Told on a sweeping scale reminiscent of classic American adventure films, this Médicis Prize–winning novel chronicles the lives of these individuals, who represent a microcosm of not just mythic California, but of humanity as a whole. Their collective effort to complete (or oppose) the mega-project recounts one of the oldest of human dramas, to domesticate – and to radically transform – our world through built form, with all the dramatic tension it brings: a threatened strike, an environmental dispute, sabotage, accidents, career moves, and love affairs … Here generations and social classes cease to exist, and everyone and everything converges toward the bridge as metaphor, a cross-cultural impression of America today.

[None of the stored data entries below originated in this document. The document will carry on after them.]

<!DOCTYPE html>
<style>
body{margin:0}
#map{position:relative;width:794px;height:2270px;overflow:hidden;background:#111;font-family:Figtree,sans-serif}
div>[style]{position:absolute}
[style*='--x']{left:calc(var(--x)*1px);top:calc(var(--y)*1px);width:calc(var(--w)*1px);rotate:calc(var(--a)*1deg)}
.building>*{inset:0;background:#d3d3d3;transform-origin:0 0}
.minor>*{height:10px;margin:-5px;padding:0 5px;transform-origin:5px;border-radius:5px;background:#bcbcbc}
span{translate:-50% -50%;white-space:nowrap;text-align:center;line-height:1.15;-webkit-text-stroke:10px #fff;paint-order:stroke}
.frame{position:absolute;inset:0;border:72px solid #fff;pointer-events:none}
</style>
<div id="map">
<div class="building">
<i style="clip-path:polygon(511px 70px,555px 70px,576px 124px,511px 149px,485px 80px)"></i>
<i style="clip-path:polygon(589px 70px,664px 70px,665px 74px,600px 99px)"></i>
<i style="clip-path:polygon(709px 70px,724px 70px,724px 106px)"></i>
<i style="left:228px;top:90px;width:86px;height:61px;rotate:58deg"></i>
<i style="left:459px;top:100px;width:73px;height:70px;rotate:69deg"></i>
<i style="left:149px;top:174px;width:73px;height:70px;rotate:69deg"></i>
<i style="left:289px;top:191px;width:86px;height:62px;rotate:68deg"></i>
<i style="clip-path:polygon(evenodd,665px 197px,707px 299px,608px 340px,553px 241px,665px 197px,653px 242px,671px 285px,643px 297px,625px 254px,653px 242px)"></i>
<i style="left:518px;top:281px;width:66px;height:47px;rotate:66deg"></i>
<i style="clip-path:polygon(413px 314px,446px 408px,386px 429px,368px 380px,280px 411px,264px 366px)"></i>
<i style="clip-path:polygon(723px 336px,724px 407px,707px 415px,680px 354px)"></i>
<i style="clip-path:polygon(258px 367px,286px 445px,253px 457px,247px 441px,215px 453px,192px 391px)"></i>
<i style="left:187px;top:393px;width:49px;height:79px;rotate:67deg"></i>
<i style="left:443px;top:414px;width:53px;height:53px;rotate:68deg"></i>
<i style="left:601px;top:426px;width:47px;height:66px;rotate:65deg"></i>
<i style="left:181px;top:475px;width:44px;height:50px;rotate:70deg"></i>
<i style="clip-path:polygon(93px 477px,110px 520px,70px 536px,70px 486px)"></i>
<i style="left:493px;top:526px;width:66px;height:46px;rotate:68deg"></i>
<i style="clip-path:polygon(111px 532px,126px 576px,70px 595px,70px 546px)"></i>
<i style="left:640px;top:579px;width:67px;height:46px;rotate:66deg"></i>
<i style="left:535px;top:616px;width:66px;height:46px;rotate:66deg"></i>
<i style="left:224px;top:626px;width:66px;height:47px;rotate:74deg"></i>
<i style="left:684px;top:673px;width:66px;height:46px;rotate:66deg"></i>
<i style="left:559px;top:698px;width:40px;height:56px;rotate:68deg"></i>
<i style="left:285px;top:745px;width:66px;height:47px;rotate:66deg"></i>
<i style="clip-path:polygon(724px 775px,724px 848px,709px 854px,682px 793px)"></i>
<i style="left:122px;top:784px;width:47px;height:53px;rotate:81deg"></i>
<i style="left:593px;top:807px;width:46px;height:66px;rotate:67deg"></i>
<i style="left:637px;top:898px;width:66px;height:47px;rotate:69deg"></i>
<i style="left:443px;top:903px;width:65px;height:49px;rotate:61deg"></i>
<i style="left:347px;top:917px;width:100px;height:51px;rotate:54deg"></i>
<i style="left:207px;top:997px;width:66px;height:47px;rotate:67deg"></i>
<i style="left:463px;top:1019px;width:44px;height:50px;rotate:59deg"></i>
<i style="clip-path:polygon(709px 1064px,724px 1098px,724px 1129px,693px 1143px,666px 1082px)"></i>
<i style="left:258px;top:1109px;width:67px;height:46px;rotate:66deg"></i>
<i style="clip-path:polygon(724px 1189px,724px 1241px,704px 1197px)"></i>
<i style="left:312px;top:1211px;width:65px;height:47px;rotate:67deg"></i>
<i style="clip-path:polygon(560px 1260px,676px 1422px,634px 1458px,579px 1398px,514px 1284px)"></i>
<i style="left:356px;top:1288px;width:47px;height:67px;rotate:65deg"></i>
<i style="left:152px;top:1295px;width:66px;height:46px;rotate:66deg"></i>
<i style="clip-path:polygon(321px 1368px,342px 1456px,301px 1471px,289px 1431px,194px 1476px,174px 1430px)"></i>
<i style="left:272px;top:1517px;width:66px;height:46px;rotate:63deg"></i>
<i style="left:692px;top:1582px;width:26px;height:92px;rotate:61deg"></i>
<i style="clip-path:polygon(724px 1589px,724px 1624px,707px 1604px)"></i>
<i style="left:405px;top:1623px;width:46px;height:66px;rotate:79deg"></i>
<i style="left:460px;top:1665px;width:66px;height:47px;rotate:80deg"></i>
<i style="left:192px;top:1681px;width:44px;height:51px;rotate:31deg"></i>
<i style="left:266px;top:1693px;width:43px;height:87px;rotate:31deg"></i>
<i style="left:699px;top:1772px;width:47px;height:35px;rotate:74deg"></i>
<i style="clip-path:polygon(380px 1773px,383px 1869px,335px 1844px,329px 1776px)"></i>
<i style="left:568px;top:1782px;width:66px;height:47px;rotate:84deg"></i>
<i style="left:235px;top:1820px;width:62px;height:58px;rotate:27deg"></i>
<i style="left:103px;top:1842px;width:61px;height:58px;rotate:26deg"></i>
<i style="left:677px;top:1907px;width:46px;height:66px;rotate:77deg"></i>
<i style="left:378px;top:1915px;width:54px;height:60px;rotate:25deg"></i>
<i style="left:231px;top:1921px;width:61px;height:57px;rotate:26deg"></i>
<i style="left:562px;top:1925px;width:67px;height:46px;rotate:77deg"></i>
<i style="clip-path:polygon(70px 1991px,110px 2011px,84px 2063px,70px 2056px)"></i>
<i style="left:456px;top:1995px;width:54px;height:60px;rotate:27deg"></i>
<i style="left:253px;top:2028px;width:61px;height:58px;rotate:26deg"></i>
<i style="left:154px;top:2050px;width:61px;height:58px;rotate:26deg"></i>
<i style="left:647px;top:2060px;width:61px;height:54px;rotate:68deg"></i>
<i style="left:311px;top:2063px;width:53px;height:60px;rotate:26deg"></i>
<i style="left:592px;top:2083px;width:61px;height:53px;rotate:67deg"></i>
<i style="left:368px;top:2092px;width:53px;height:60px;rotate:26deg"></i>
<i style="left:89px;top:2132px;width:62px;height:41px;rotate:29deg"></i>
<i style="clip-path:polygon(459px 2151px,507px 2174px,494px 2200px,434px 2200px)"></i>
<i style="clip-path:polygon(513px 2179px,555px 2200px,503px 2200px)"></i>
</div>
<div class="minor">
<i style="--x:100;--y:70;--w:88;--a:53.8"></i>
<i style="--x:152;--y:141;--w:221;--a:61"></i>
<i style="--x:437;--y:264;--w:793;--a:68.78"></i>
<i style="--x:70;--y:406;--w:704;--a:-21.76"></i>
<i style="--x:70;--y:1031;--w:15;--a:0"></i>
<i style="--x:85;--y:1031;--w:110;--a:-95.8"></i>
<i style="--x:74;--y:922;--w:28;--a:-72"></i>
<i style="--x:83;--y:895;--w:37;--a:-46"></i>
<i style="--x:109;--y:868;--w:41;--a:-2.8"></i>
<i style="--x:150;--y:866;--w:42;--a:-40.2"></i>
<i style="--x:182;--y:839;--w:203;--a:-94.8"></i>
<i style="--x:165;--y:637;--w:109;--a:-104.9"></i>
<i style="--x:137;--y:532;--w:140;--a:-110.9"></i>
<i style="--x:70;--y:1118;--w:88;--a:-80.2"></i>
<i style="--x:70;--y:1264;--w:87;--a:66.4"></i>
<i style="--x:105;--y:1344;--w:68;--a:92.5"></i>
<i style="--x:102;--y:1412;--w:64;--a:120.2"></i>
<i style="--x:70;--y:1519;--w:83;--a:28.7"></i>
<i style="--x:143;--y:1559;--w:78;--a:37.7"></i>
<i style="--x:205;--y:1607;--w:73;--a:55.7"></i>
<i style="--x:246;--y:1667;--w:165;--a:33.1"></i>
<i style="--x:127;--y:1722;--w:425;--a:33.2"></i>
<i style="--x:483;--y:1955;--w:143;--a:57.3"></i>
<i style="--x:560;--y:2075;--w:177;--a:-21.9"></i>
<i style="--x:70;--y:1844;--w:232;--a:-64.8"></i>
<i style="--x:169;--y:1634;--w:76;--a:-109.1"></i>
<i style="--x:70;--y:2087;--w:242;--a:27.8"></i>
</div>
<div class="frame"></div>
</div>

De Kerangal’s writing has been widely praised for its scope, originality, and use of language. Her rich prose plays with different registers (from the most highly literary to the most colloquial slang) as well as speed and tension through grammatical ellipsis and elision. She employs a huge vocabulary and invents new relationships between words in a completely innovative use of language.
PUBLISHERS WEEKLY
French novelist de Kerangal creates a modern saga chronicling the construction of a colossal bridge. The original edition won both the 2010 Prix M dicis and the 2010 Prix Franz Hessel. Beginning with an international consortium winning the tender and hundreds of people project managers, engineers, crane operators, truck drivers converging on a small town in California, the novel weaves their individual stories into one grand narrative. While the bridge undoubtedly will bring prosperity to the town, the native groups and the as-yet unspoiled land on the far side of the river will be forever compromised. Opposition groups form, progress is threatened. And progress itself is an ambiguous element in the novel, often taking the form of political corruption. But there is also lyricism and beauty to be found through each character's obsessive outlook on the land and the bridge. Moore (winner of the PEN America Translation Award) stays true to de Kerangal's unique prose, which flows from the mythic to the mundane. Her translation is clear and unadorned. The story told through its varied cast of characters, alternating from the grandiose to the intimate, is one that will stay with readers long after the book is closed and the bridge is built.